* What you need to do: Only lines with the string "fillStyle" matter here; gather them from the material below.

* Source information:
-=-=-=-=-

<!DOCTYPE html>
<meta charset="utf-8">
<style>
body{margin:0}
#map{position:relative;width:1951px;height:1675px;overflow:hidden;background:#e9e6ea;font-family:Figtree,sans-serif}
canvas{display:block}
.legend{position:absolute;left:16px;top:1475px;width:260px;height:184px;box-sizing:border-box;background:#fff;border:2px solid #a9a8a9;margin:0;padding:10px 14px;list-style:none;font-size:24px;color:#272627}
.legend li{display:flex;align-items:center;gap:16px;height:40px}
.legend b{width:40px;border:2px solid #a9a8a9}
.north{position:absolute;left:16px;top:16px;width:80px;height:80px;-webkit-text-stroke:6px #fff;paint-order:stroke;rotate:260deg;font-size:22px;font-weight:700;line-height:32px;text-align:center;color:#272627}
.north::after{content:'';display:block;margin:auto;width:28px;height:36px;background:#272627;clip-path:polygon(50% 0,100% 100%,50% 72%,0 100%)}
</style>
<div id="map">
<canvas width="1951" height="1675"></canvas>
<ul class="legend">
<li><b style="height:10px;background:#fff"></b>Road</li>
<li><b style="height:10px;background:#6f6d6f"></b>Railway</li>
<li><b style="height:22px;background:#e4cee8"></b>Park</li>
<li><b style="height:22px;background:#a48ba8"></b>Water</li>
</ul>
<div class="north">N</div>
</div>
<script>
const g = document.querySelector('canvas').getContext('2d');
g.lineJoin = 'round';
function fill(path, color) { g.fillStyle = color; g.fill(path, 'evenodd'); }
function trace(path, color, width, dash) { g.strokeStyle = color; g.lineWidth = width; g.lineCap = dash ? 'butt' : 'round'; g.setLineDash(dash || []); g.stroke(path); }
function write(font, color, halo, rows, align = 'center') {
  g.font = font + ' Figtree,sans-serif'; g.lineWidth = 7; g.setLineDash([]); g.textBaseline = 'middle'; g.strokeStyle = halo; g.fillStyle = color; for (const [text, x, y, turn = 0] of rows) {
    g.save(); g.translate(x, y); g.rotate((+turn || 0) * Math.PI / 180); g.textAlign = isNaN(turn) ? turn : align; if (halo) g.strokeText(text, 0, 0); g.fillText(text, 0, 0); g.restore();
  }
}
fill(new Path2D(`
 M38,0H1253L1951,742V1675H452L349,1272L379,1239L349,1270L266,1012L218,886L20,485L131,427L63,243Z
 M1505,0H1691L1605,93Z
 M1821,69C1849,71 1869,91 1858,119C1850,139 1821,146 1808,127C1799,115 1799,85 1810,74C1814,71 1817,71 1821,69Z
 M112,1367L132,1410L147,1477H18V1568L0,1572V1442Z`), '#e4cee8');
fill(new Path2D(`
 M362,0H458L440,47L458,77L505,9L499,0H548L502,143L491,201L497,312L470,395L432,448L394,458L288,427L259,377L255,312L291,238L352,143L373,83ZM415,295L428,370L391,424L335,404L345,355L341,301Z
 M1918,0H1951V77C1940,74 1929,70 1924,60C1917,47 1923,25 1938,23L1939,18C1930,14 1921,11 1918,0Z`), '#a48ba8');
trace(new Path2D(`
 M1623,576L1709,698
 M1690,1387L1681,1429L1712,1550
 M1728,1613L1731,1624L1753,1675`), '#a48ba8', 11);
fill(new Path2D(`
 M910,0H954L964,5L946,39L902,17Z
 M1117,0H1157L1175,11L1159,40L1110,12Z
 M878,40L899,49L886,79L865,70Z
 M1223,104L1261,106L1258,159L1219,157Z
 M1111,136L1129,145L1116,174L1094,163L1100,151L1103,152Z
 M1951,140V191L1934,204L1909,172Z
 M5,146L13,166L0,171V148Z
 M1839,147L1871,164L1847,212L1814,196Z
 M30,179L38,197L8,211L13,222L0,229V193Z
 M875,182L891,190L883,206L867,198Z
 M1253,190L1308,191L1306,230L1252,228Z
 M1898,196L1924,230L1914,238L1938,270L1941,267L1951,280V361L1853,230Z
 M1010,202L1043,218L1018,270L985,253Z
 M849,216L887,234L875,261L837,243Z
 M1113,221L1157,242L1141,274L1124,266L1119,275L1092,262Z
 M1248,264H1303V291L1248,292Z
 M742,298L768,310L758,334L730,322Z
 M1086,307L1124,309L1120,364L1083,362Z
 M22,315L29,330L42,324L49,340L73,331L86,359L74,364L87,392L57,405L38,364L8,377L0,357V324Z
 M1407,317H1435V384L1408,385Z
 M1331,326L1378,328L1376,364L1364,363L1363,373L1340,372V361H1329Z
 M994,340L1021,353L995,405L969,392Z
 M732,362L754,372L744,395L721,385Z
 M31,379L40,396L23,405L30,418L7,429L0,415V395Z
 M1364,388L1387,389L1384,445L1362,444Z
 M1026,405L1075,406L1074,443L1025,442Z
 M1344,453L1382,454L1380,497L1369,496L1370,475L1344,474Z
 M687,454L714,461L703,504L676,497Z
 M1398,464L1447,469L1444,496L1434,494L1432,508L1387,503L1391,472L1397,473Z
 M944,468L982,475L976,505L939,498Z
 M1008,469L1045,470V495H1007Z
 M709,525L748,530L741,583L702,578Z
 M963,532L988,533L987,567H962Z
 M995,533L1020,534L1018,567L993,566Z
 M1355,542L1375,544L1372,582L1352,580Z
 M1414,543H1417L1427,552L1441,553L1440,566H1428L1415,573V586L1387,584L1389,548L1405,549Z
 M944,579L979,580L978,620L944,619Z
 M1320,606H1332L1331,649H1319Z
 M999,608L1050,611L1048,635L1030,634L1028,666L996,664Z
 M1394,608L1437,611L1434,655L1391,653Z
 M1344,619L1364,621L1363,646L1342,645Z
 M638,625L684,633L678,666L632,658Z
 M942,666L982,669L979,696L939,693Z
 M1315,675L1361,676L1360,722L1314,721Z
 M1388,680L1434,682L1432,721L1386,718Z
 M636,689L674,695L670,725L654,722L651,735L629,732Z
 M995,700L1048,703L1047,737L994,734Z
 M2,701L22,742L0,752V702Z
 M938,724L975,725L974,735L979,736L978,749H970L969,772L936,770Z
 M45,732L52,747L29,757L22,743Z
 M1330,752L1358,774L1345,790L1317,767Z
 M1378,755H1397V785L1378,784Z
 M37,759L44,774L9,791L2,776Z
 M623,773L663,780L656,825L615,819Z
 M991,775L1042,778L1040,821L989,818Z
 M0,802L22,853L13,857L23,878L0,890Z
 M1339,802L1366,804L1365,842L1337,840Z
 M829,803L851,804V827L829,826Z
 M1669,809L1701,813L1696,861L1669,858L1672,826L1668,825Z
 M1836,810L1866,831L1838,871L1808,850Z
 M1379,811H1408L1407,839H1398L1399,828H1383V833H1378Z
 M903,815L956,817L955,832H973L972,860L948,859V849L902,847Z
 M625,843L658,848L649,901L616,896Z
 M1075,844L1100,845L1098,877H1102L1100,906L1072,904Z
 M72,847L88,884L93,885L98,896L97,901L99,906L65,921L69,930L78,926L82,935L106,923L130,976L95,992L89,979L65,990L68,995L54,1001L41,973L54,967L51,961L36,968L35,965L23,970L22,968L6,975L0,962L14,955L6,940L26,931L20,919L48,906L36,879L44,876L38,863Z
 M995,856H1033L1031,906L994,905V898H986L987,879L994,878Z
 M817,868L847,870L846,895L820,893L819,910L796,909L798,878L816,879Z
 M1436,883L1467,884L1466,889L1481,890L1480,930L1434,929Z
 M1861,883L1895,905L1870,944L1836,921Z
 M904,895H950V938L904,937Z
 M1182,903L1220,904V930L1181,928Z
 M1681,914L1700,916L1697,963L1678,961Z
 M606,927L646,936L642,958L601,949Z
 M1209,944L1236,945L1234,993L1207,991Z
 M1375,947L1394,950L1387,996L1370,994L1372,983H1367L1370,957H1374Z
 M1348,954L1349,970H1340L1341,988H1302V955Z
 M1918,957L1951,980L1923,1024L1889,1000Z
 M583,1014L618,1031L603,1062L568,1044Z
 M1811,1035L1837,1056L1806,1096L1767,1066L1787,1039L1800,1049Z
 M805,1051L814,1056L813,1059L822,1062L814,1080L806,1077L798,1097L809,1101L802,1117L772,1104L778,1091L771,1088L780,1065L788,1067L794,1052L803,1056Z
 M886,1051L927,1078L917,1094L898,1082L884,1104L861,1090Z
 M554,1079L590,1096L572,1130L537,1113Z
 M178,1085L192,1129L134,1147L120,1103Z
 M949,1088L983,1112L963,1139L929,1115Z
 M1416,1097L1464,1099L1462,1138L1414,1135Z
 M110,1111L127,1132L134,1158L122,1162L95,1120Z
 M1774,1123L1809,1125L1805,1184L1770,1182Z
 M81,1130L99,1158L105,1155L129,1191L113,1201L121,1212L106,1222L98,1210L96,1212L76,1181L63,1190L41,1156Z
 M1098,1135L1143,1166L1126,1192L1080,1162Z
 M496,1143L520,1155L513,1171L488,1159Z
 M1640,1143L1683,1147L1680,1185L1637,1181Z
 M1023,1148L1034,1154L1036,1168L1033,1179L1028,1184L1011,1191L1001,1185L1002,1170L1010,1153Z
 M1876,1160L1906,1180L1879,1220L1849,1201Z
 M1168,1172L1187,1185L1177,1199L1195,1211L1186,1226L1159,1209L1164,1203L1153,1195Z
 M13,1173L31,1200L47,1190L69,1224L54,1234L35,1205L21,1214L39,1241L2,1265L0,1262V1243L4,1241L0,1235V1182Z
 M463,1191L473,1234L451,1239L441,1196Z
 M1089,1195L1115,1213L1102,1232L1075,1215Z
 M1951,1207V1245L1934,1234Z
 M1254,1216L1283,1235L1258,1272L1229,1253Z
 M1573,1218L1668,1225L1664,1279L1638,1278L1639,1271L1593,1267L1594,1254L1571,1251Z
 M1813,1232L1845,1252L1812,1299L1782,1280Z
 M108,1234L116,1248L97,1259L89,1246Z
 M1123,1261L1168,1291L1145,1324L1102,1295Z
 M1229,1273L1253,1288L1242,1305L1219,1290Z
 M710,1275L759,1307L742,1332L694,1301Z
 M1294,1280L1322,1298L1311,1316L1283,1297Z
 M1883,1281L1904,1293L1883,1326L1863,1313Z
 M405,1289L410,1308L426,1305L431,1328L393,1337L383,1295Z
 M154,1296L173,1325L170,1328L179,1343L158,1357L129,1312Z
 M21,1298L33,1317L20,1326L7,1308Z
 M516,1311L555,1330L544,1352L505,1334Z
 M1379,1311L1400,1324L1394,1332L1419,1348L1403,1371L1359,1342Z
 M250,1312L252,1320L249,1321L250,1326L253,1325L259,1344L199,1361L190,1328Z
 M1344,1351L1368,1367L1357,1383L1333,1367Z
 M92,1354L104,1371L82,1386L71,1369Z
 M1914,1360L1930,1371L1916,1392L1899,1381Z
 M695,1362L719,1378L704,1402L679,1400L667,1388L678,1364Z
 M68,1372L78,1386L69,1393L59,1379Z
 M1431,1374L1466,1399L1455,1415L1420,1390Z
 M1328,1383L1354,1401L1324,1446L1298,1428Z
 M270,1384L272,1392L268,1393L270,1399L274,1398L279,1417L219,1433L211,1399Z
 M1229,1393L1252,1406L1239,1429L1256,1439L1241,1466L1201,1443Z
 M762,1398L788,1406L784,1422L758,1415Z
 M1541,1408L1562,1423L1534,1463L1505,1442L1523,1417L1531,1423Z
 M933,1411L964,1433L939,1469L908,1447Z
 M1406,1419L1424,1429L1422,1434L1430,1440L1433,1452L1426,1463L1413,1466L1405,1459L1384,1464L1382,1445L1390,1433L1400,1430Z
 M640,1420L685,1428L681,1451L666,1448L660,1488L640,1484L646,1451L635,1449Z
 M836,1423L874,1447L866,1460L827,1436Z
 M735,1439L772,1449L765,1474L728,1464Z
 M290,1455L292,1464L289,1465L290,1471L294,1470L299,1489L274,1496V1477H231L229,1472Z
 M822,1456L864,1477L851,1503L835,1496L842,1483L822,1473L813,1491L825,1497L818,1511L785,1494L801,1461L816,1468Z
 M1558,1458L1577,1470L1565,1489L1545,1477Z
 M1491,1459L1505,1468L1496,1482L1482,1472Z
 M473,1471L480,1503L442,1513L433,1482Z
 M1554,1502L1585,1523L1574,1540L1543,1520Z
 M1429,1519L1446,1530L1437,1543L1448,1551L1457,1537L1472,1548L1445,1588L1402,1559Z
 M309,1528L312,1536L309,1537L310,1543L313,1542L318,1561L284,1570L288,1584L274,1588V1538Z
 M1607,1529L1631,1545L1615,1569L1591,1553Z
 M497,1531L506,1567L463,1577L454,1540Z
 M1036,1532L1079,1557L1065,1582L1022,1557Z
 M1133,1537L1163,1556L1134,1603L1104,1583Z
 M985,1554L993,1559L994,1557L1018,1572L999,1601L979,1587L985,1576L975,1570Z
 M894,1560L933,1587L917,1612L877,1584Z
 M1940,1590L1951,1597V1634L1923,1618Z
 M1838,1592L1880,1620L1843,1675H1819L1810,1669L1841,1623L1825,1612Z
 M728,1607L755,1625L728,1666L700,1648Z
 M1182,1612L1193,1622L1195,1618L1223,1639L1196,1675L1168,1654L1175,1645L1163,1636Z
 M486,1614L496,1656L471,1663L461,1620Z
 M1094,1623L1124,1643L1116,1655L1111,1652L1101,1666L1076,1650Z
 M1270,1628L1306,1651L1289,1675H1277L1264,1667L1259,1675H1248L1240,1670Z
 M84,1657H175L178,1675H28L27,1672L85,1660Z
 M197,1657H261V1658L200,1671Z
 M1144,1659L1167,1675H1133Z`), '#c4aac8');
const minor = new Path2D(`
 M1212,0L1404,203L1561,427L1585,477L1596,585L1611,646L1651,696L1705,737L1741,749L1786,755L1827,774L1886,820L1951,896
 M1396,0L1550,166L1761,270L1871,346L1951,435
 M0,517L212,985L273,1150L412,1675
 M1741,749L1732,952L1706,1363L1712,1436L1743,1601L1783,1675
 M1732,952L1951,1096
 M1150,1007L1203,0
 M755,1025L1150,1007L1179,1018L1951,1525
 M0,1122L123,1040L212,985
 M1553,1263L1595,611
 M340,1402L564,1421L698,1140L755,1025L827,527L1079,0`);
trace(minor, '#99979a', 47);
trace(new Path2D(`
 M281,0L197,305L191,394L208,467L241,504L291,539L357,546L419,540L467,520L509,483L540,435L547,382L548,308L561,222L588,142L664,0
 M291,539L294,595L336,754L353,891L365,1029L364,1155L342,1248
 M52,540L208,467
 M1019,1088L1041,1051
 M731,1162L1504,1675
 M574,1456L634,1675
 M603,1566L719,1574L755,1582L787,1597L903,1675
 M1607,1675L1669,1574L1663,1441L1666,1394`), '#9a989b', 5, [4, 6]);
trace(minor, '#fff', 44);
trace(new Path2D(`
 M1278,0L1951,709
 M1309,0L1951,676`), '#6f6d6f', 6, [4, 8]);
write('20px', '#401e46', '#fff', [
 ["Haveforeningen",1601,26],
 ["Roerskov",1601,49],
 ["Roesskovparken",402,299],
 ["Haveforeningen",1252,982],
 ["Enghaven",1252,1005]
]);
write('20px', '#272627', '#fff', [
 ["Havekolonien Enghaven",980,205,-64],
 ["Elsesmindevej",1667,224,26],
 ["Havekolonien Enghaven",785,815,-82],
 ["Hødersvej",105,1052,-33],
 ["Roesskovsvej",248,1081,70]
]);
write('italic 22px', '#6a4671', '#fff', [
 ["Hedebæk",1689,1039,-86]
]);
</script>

-=-=-=-=-

* Result of this exercise:
function fill(path, color) { g.fillStyle = color; g.fill(path, 'evenodd'); }
  g.font = font + ' Figtree,sans-serif'; g.lineWidth = 7; g.setLineDash([]); g.textBaseline = 'middle'; g.strokeStyle = halo; g.fillStyle = color; for (const [text, x, y, turn = 0] of rows) {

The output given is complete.